THE PROBLEM
Identify all lines in the data containing the string "linecap". Copy them out.

LISTED RECORDS
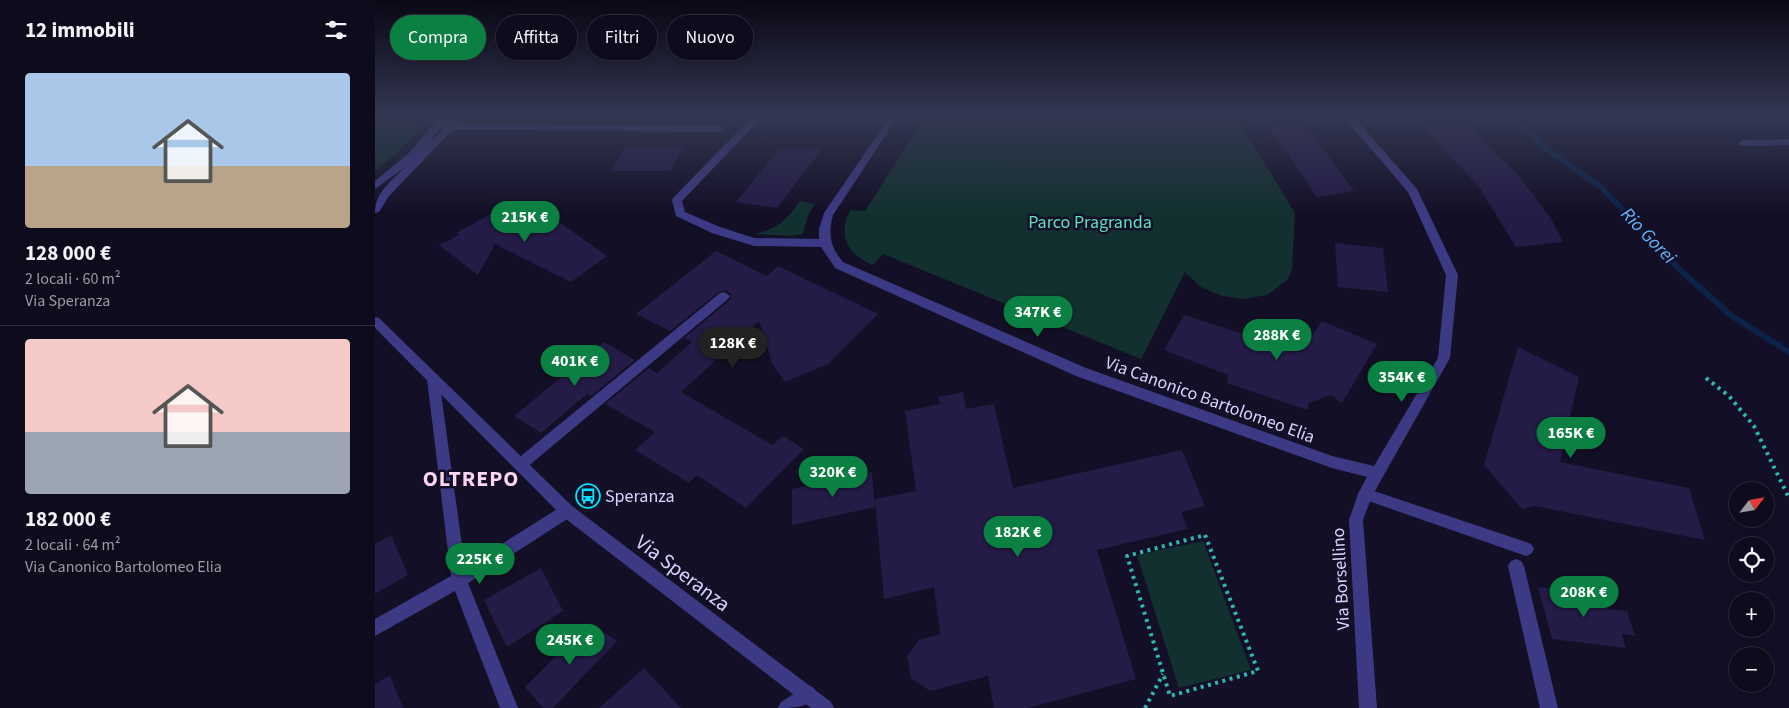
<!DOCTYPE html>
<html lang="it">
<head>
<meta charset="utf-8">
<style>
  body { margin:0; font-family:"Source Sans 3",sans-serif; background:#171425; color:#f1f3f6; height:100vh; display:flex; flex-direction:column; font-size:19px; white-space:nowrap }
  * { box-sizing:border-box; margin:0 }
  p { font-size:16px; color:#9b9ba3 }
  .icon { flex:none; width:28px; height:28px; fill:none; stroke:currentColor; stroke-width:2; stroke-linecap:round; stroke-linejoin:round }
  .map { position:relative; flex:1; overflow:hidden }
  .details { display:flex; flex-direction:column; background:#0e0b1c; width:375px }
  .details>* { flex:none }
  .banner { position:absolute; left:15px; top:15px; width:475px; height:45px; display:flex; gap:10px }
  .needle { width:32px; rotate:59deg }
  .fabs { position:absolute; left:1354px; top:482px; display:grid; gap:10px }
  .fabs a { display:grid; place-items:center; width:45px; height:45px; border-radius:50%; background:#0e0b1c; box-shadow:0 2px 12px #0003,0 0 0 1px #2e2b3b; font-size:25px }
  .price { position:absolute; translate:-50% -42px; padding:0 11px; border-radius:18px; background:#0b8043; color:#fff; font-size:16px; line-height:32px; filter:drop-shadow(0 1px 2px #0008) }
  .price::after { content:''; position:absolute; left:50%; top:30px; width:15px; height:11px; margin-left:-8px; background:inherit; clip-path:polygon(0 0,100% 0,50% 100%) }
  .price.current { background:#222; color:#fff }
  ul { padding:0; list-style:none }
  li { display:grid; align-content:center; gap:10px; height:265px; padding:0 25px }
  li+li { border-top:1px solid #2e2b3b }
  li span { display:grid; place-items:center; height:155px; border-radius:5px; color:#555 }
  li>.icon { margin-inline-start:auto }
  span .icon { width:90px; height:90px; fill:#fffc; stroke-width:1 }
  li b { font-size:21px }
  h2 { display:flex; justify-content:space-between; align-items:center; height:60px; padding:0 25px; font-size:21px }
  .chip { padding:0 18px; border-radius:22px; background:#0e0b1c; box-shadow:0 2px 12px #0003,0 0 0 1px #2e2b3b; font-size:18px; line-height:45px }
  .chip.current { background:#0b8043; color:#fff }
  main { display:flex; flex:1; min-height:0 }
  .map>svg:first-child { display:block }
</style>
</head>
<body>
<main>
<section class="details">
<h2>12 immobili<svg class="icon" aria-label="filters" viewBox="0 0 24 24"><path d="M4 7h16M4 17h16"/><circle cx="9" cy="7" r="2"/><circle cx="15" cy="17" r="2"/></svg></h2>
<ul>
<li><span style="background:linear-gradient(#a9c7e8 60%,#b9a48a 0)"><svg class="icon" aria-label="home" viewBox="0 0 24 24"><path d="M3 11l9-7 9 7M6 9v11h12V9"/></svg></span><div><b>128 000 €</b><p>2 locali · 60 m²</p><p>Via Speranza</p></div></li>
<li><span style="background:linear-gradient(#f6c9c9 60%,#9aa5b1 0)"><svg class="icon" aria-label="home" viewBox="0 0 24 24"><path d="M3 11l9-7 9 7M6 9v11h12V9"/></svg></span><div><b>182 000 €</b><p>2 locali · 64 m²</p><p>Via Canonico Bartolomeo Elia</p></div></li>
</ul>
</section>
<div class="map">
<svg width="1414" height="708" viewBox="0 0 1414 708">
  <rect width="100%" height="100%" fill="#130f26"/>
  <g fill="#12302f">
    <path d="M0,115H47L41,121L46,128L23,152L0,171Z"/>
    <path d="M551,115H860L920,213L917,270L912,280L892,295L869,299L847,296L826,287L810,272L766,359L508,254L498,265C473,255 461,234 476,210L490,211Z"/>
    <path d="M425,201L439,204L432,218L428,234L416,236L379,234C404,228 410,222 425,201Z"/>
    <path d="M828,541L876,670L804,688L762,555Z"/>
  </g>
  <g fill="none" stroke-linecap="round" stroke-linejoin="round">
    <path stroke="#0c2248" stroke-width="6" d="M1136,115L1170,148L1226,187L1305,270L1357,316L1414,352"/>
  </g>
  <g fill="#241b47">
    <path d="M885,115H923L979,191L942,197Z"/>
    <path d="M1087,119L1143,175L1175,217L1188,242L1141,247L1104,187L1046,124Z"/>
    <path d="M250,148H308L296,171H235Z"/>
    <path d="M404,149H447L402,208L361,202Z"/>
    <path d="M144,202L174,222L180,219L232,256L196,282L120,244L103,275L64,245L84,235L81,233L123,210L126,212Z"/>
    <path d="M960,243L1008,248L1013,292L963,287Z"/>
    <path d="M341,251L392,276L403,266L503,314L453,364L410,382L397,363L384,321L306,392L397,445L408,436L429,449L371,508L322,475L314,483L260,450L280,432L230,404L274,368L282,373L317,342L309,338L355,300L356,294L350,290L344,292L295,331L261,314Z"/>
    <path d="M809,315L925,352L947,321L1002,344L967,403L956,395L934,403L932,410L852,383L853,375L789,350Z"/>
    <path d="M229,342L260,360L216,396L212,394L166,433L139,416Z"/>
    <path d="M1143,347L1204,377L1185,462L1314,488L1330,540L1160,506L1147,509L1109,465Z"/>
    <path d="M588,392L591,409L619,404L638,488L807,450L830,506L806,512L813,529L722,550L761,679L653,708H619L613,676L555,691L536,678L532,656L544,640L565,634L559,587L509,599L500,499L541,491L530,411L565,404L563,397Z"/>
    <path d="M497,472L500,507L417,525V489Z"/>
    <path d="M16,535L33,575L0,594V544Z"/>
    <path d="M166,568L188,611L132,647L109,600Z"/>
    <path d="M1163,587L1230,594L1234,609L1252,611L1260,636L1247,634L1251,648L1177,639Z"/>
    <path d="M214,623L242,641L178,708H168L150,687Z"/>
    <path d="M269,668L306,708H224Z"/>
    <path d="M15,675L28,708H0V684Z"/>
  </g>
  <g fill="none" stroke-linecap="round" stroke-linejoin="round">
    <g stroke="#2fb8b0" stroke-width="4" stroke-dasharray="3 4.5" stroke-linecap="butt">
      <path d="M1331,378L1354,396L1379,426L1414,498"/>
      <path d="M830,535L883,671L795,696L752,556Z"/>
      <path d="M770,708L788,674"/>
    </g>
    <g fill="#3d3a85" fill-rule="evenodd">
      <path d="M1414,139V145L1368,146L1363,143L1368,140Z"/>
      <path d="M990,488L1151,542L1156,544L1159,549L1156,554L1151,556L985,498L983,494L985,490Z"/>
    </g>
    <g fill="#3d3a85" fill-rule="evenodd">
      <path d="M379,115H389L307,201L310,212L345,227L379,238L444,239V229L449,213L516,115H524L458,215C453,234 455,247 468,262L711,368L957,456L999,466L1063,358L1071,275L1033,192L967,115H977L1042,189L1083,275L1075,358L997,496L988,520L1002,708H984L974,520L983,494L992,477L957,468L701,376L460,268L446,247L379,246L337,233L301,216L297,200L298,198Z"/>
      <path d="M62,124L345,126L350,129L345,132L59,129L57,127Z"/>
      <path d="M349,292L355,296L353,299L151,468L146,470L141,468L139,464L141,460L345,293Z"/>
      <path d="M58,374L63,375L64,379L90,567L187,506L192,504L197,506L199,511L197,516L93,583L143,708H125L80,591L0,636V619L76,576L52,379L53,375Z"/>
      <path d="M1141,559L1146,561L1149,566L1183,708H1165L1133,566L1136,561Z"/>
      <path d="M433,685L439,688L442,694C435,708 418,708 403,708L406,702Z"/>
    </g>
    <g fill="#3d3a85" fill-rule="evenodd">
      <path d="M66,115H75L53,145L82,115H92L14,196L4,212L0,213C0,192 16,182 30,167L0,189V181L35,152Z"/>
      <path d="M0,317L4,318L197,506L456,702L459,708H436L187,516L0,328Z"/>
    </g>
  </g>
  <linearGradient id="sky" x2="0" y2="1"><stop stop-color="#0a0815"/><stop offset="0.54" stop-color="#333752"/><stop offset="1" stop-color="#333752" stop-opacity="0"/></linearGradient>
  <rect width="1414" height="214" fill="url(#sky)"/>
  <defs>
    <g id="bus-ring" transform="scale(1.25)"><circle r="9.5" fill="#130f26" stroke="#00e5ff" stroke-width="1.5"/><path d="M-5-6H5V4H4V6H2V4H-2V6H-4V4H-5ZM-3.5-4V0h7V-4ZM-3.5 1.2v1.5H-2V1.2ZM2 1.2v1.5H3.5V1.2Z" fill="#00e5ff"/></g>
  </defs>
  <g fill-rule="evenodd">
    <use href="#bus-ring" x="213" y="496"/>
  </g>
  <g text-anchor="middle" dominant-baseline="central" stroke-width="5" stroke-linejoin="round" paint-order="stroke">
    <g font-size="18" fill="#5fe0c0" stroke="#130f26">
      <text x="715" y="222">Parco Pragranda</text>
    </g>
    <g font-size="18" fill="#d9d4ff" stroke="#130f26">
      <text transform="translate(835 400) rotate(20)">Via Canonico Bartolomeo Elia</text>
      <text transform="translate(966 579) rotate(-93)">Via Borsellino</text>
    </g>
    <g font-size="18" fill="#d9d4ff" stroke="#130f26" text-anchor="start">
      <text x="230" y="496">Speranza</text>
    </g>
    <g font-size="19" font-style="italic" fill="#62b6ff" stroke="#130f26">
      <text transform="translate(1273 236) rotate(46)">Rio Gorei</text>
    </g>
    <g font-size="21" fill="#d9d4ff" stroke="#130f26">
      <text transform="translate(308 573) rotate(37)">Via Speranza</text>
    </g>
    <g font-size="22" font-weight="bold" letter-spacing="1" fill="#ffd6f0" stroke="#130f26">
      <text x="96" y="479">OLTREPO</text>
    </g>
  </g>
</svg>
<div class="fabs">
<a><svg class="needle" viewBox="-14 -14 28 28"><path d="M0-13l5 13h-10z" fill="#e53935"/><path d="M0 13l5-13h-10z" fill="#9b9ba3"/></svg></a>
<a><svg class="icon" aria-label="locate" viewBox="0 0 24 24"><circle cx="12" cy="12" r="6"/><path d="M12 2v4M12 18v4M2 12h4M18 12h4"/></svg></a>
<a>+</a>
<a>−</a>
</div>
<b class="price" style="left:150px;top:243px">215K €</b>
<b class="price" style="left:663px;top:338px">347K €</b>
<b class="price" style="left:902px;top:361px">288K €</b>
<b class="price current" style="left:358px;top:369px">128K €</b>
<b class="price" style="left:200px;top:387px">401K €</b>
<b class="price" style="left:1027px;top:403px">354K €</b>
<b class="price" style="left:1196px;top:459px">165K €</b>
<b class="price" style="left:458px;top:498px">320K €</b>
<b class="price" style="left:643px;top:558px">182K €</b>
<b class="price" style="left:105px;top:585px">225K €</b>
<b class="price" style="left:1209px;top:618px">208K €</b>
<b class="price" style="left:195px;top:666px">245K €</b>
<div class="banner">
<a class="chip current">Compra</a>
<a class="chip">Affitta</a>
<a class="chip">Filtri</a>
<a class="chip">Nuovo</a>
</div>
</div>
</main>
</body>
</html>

EXERCISE OUTPUT
  .icon { flex:none; width:28px; height:28px; fill:none; stroke:currentColor; stroke-width:2; stroke-linecap:round; stroke-linejoin:round }
  <g fill="none" stroke-linecap="round" stroke-linejoin="round">
  <g fill="none" stroke-linecap="round" stroke-linejoin="round">
    <g stroke="#2fb8b0" stroke-width="4" stroke-dasharray="3 4.5" stroke-linecap="butt">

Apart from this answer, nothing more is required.